Problem requirements - Pull each line containing "icon" out of the data and copy it.

===

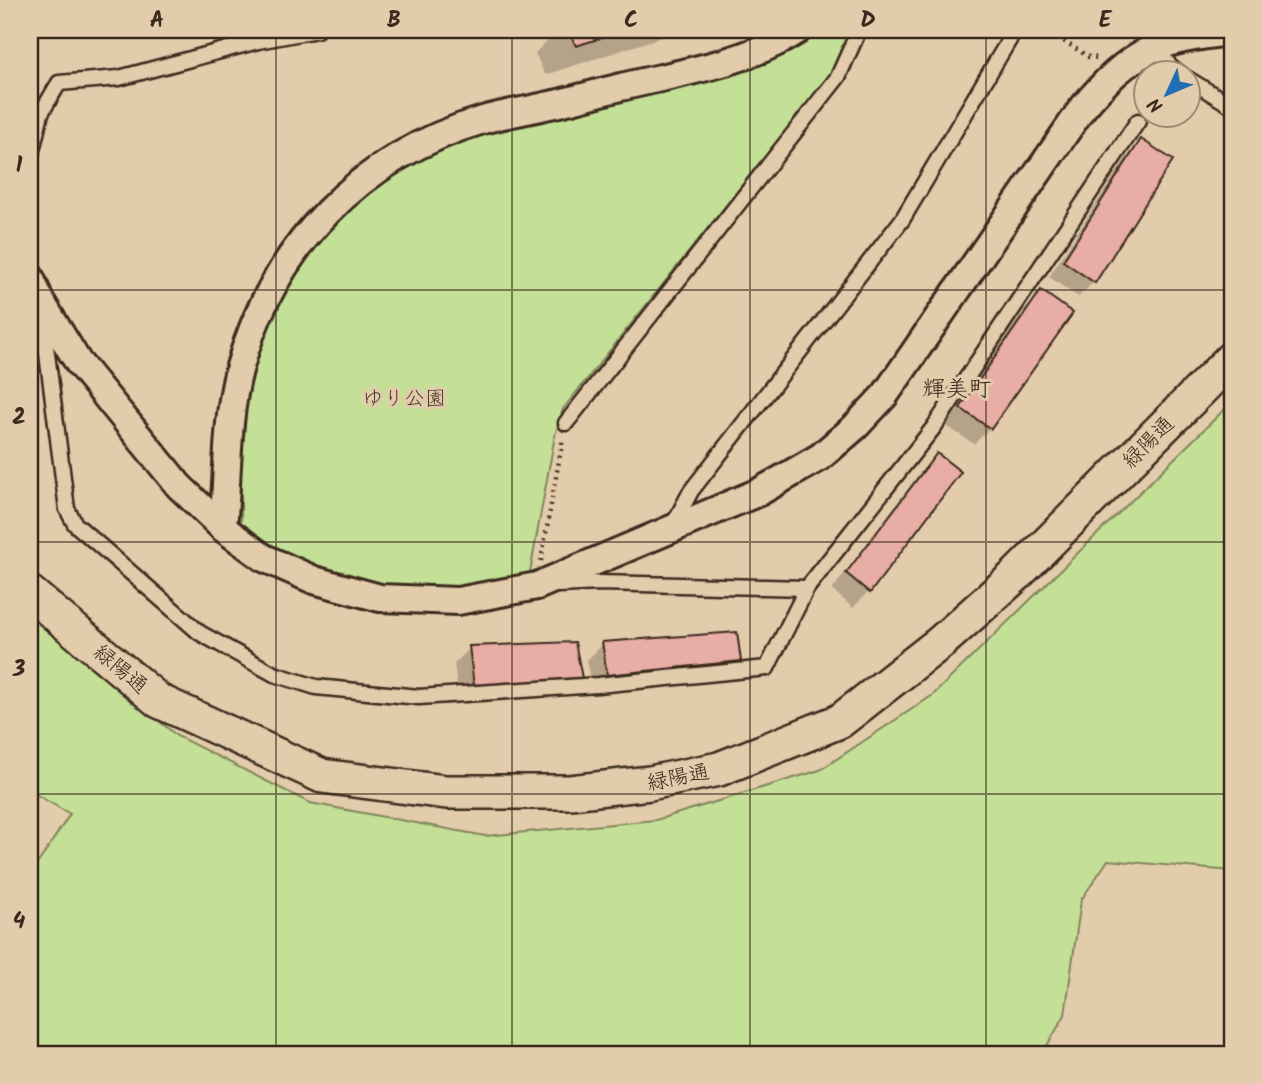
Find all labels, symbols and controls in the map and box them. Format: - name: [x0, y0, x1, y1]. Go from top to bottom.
- text: A: [150, 3, 164, 39]
- text: B: [387, 3, 401, 39]
- text: C: [624, 3, 638, 39]
- text: D: [860, 3, 876, 39]
- text: E: [1099, 3, 1113, 39]
- north arrow: [1132, 60, 1202, 130]
- text: N: [1141, 90, 1171, 119]
- text: 1: [16, 148, 23, 184]
- district label: 輝美町: [923, 372, 992, 408]
- park label: ゆり公園: [362, 383, 446, 416]
- text: 2: [12, 400, 26, 436]
- street label: 緑陽通: [1115, 409, 1183, 477]
- street label: 緑陽通: [85, 637, 155, 703]
- text: 3: [12, 652, 26, 688]
- street label: 緑陽通: [644, 756, 712, 801]
- text: 4: [13, 904, 26, 940]

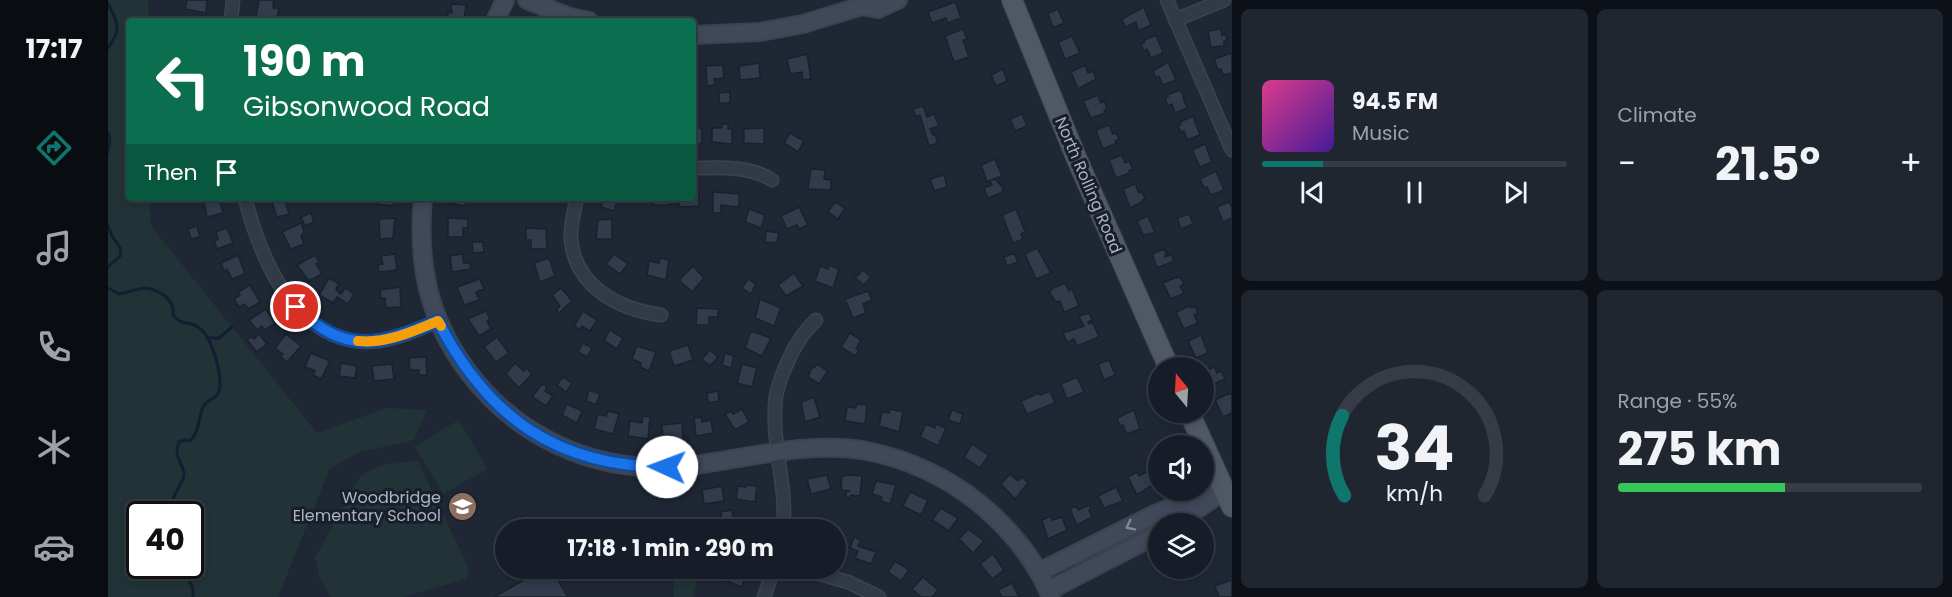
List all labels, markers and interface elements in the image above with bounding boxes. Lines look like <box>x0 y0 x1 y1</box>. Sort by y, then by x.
text: 17:17 <box>26 30 82 67</box>
text: 190 m <box>243 32 365 91</box>
icon: left <box>144 42 222 120</box>
text: 94.5 FM <box>1352 86 1438 117</box>
text: Gibsonwood Road <box>243 88 490 125</box>
text: Climate <box>1618 101 1697 129</box>
street label: North Rolling Road <box>1049 113 1128 257</box>
text: Music <box>1352 119 1410 147</box>
icon: directions <box>33 127 75 169</box>
text: 21.5° <box>1715 133 1820 196</box>
text: − <box>1618 140 1636 187</box>
text: + <box>1899 140 1922 187</box>
icon: arrive <box>210 156 243 189</box>
text: Then <box>144 157 198 188</box>
icon: previous <box>1296 176 1329 209</box>
icon: pause <box>1398 176 1431 209</box>
icon: next <box>1499 176 1532 209</box>
icon: music <box>33 227 75 269</box>
pin <box>270 281 321 332</box>
icon: arrive <box>279 290 312 323</box>
icon: phone <box>33 326 75 368</box>
north arrow <box>1148 357 1214 423</box>
map controls <box>1148 357 1214 579</box>
text: Range · 55% <box>1618 387 1737 415</box>
text: 34 <box>1374 404 1454 492</box>
text: 275 km <box>1618 418 1782 481</box>
icon: climate <box>33 426 75 468</box>
position arrow <box>635 435 699 499</box>
button: sound <box>1148 435 1214 501</box>
text: km/h <box>1386 478 1443 509</box>
place label: Woodbridge Elementary School <box>293 486 441 527</box>
school or university icon: Woodbridge Elementary School <box>446 490 478 522</box>
speed limit sign: 40 <box>126 501 204 579</box>
button: layers <box>1148 513 1214 579</box>
one-way arrow <box>1126 519 1137 530</box>
icon: car <box>33 526 75 568</box>
text: 17:18 · 1 min · 290 m <box>567 533 774 564</box>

===

Solution to this problem -
icon: left <box>144 42 222 120</box>
icon: directions <box>33 127 75 169</box>
icon: arrive <box>210 156 243 189</box>
icon: previous <box>1296 176 1329 209</box>
icon: pause <box>1398 176 1431 209</box>
icon: next <box>1499 176 1532 209</box>
icon: music <box>33 227 75 269</box>
icon: arrive <box>279 290 312 323</box>
icon: phone <box>33 326 75 368</box>
icon: climate <box>33 426 75 468</box>
school or university icon: Woodbridge Elementary School <box>446 490 478 522</box>
icon: car <box>33 526 75 568</box>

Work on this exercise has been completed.